- On the Uses and Abuses of Literature for Life: Gilles Deleuze and the Literary Clinic
One day, perhaps, there will no longer be any such thing as Art, only Medicine.—Le Clézio
Introduction to the Literary Clinic
The title of this essay recalls an earlier question from Nietszche’s famous “On the Uses and Abuses of History for Life,” which I would like to take up in asking what are the uses and abuses of literature for life and, recalling Nietzche’s guiding question, what kind of health it may promote for “an individual, a people, a culture” (Nietzsche 63). In the various essays assembled around the “problem of writing” in his final work, Critique et Clinique, Gilles Deleuze responds to this question by outlining some of the components of a clinical as well as a critical use of literature, which we might summarize along the following lines. First, certain writers have invented concrete semiotic practices that may prove more effective than psychoanalytic discourse in diagnosing the constellation of mute forces that always accompany life and threaten it from within. Second, as a result of this diagnostic and critical function, certain works of modern literature can be understood to produce a kind of “symptomatology” that may prove to be more effective than political critique in discerning the signs that correspond to the new arrangements of “language, labor, and life” (to cite Foucault’s abbreviated formula for the grand institutions of instinct or habit); third, perhaps most importantly, literature offers a manner of diagramming the potential forms of resistance, or “lines of flight,” which may be virtual to these new arrangements.1
Taken together, these tasks must be understood as creative and even “vitalist” in the sense that Bergson had earlier employed this notion; or as Deleuze writes, “there is a ‘use’ of representation, without which representation would remain lifeless and senseless” (LS 146).

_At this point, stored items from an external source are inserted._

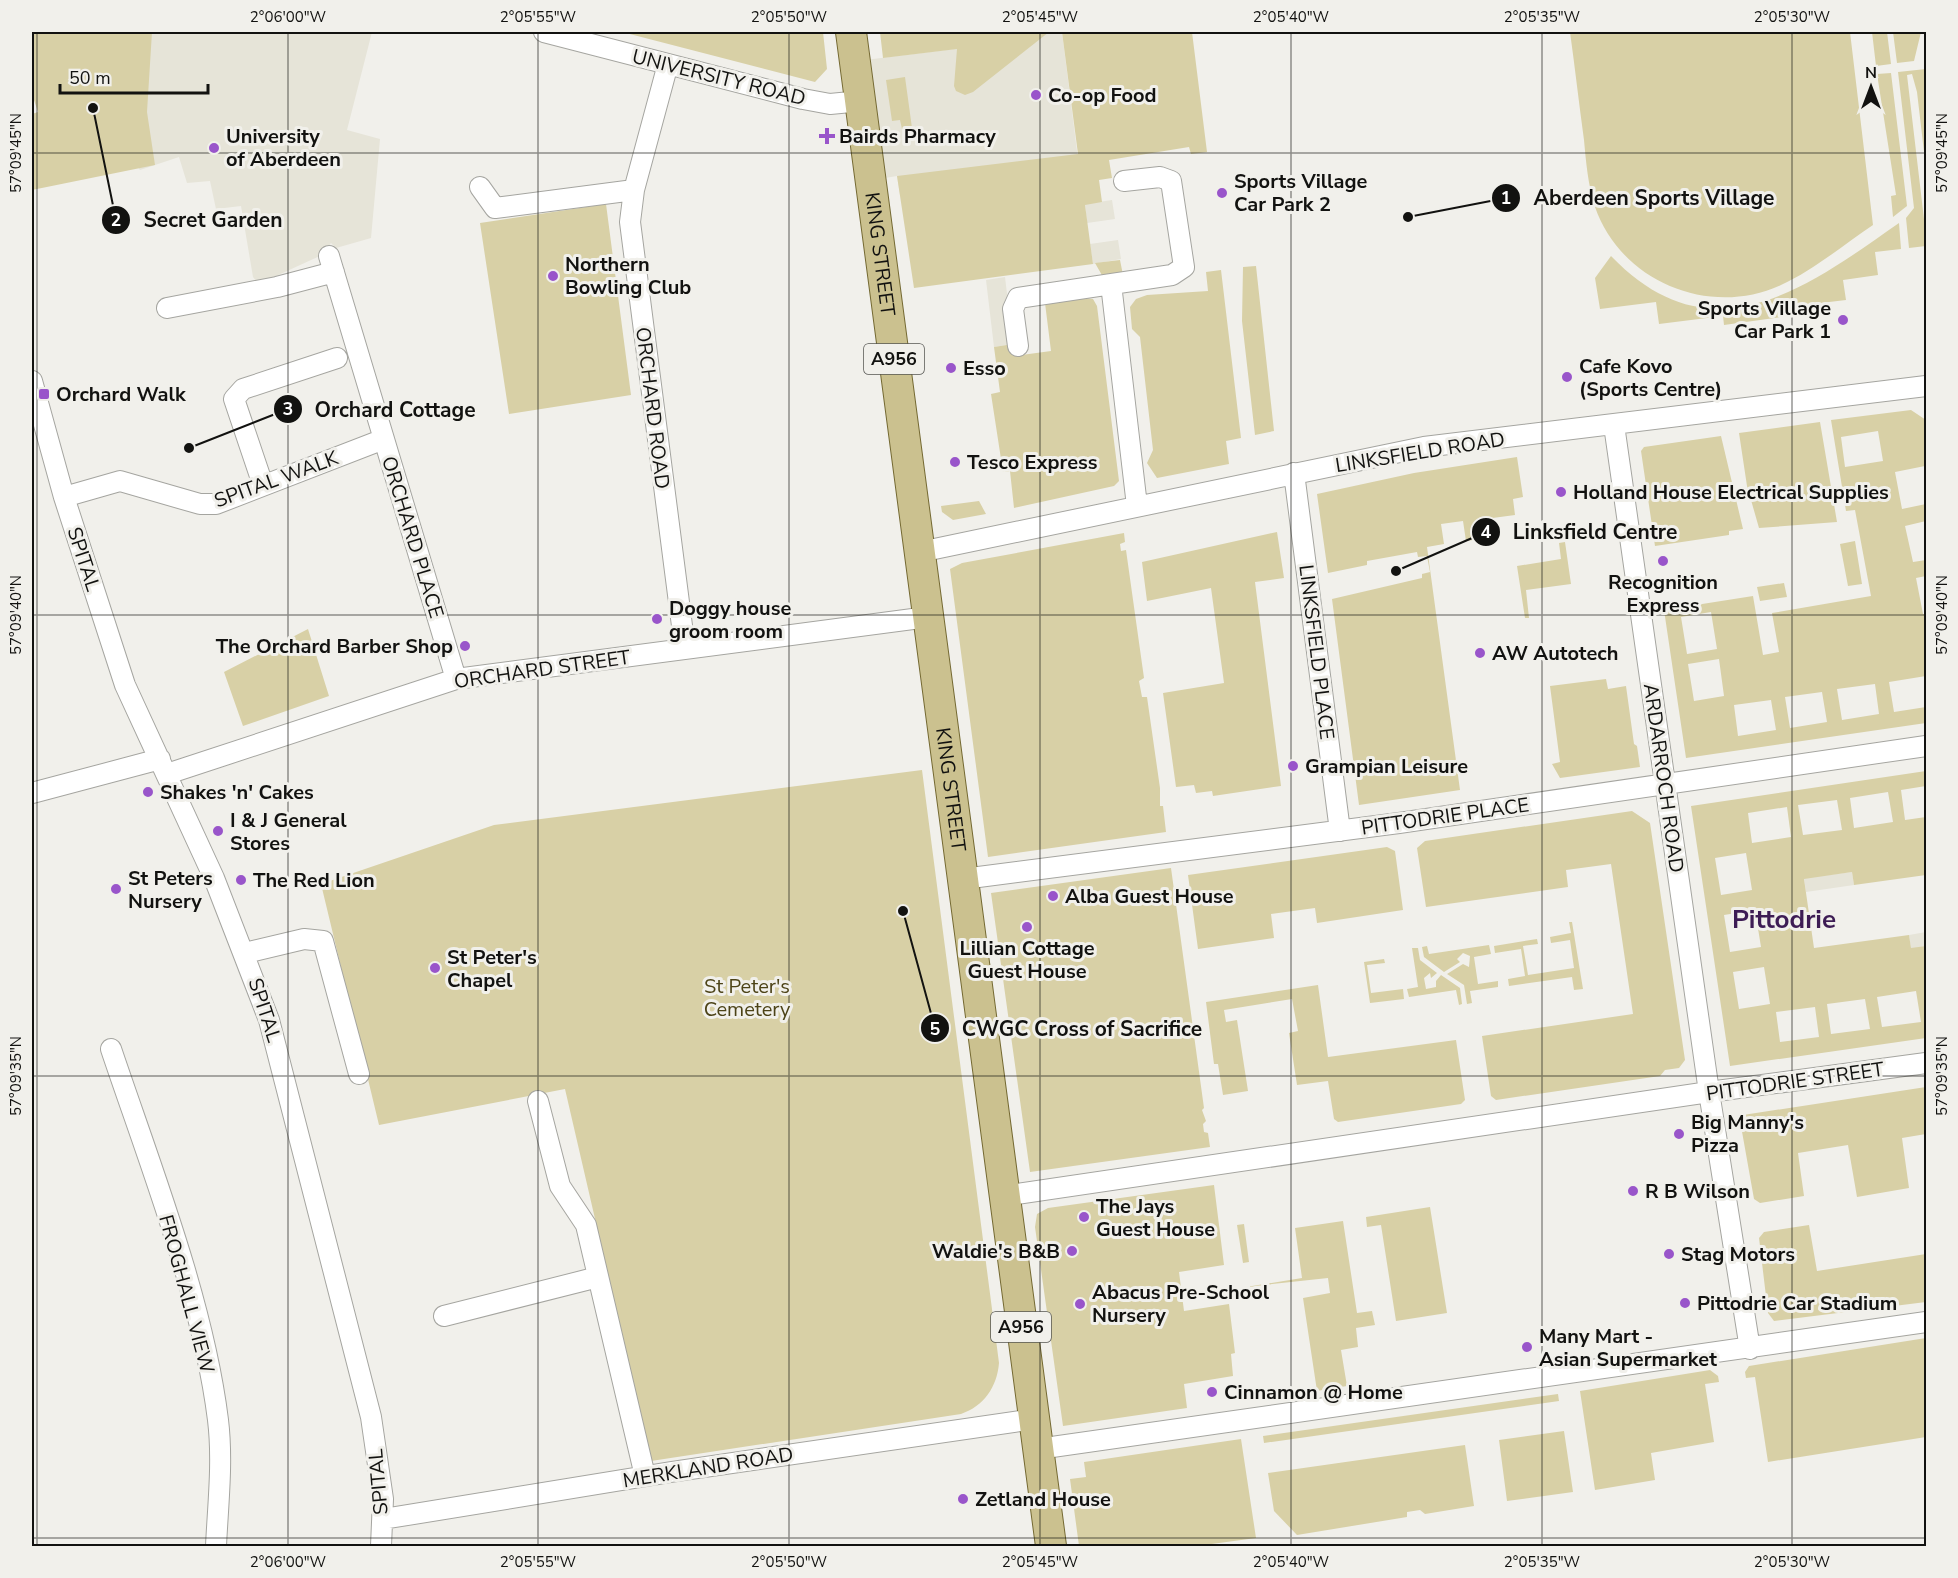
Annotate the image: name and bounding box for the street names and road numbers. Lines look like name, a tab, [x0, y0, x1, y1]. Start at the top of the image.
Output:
street label: UNIVERSITY ROAD	[629, 43, 808, 112]
street label: KING STREET	[858, 191, 901, 318]
street label: ORCHARD ROAD	[629, 325, 676, 491]
road number: A956	[864, 344, 924, 374]
street label: LINKSFIELD ROAD	[1333, 426, 1507, 479]
street label: SPITAL WALK	[210, 444, 342, 514]
street label: ORCHARD PLACE	[375, 453, 450, 621]
street label: SPITAL	[60, 524, 107, 595]
street label: LINKSFIELD PLACE	[1292, 563, 1341, 741]
street label: ORCHARD STREET	[452, 644, 632, 695]
street label: ARDARROCH ROAD	[1637, 682, 1690, 874]
street label: KING STREET	[929, 726, 972, 853]
street label: PITTODRIE PLACE	[1359, 791, 1531, 842]
street label: SPITAL	[241, 975, 288, 1046]
street label: PITTODRIE STREET	[1704, 1056, 1886, 1107]
street label: FROGHALL VIEW	[152, 1212, 221, 1376]
road number: A956	[991, 1312, 1051, 1342]
street label: MERKLAND ROAD	[621, 1441, 795, 1494]
street label: SPITAL	[362, 1448, 395, 1516]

The realization of this “use,” however, may require that we approach the question of writing from a point outside the critical representation this question receives in the institutions of literary study today. In fact, I would like to suggest that a clinical usage may radically alter the conditions of the practice of literature and emerge as a kind of Deleuzian “war machine” against how the uses of literature have been determined by the dominance of institutional criticism in the modern period. Is it simply a question of “style,” in other words, that Deleuze’s own commentaries on writers seem to pay no attention or even tribute to the field of criticism, but rather approach always from a point external to the historical representation of an author or given body of work? Moreover, could we imagine something like a “Deleuzian school of literary theory,” understood as one approach among others in a pluralism of critical styles and methodologies, preserving the relative stability of the field of literary objects and the integrity of “a set of individuals who are recognized and identify themselves practitioners of the discipline” (Godzich 275) of literature?2
For anyone familiar with Deleuze’s writings, and especially those works written in collaboration with Guattari, the response to the above questions might seem an obvious “no”; however, in the academy today where the principle of “marketing” is fast becoming an efficient cause determining the uses of theory, we must always hold out the possibility that anything can be perverted against its own nature. Yet, rather than speculating on the fortunate and unfortunate actualities that might flow from the proclamation, “one day this century will be known as Deleuzian” (Foucault), in what follows I offer a more preliminary discussion of some of the principles we might draw from Deleuze’s own manner of treating literary expression and, in particular, the questions and problems of writing that have been associated with the works by the modern writers who occupy a central role in his own writings, as well as in the works written with Guattari. This discussion represents my own attempt to come to terms with what might be formulated as the characteristic marks of what Deleuze had early on proposed as a generalized “literary clinic.” I hope to provoke creative dialogue about the...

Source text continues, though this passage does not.